Open benoit74 opened 3 months ago
I like that the solution has a clear design and intent with those roles separate.
The manager has a responsibility and if it's not running those can not be fulfilled obviously. If the manager is shutdown on purpose, then that's the worker's admin responsibility.
It the manager stops itself (currently when avail disk space is lower than expected), then we can revisit this action.
Changing the responsibilities of the actors because of some behavior at the feature/bug border feels 😳 to me
Makes sense, you're probably right, we should probably rather consider that the manager should not stop itself no matter the reason.
When disk space is lower than expected the manager should continue to run but just refuse to start new tasks (which is the primary goal as far as I've understood).
And we should probably revisit the actions available to a zimfarm worker admin so that it is possible to stop scheduling new tasks (typically because maintenance is need) but still keep the manager running. This is the current situation in badger2, and it means that we cannot cancel running tasks because worker admin want to cleanly stop its worker.
Both would be way simpler / straightforward indeed.
Exactly. We could also imagine sending richer feedback than ping from manager to the API.
When a user or the periodic scheduler requests a task cancellation, the information is stored in DB.

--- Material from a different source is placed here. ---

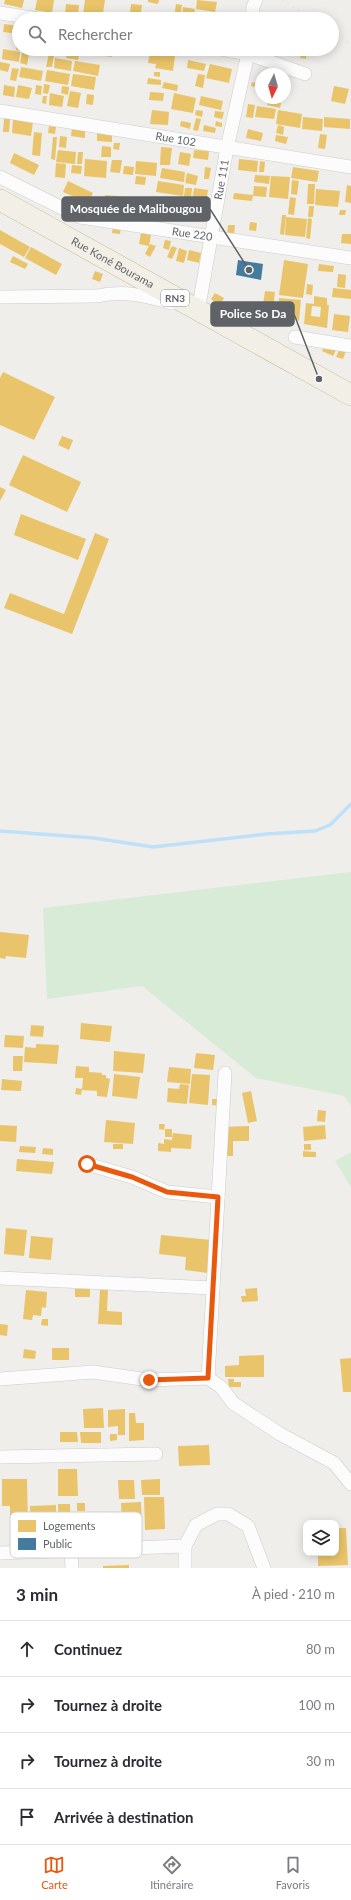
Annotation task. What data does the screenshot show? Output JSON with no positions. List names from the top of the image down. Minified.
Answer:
{"streets":{"highway":["Rue Koné Bourama","RN3"],"street":["Rue 102","Rue 111","Rue 220"]},"crossings":[["Rue 102","Rue 111"],["Rue 111","Rue 220"],["Rue 111","Rue Koné Bourama"]],"places":["Mosquée de Malibougou","Police So Da"],"legend":["Logements","Public"],"north":"bottom","page":{"search":"Rechercher","heading":["3 min","À pied · 210 m"],"list":[["Continuez","80 m"],["Tournez à droite","100 m"],["Tournez à droite","30 m"],"Arrivée à destination"],"nav":["Carte","Itinéraire","Favoris"]}}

It it then the worker manager responsibility to detect that these tasks have been asked to be removed, and to really cancel them on the worker.
The limitation of this is that when the worker manager is down (e.g. because one task is consuming way too much disks and the worker manager shut itself down, encountered on zimit.kiwix.org when someone tricked the size limit), then nothing can stop the task.
I wonder if the task manager should not itself query the API to check if it should stop himself.
Having both the task manager and the worker manager cancelling tasks has to be assessed for impact, but it should be feasible.
Another concern is that if the task manager is gone, then the worker manager has no idea about how to kill other containers linked to this task. Currently it is the task manager responsibility to properly terminate all containers associated to it. I think we should take into account the scenario where the task manager is gone / not responsive and be able to kill all containers associated to a given task from the worker manager.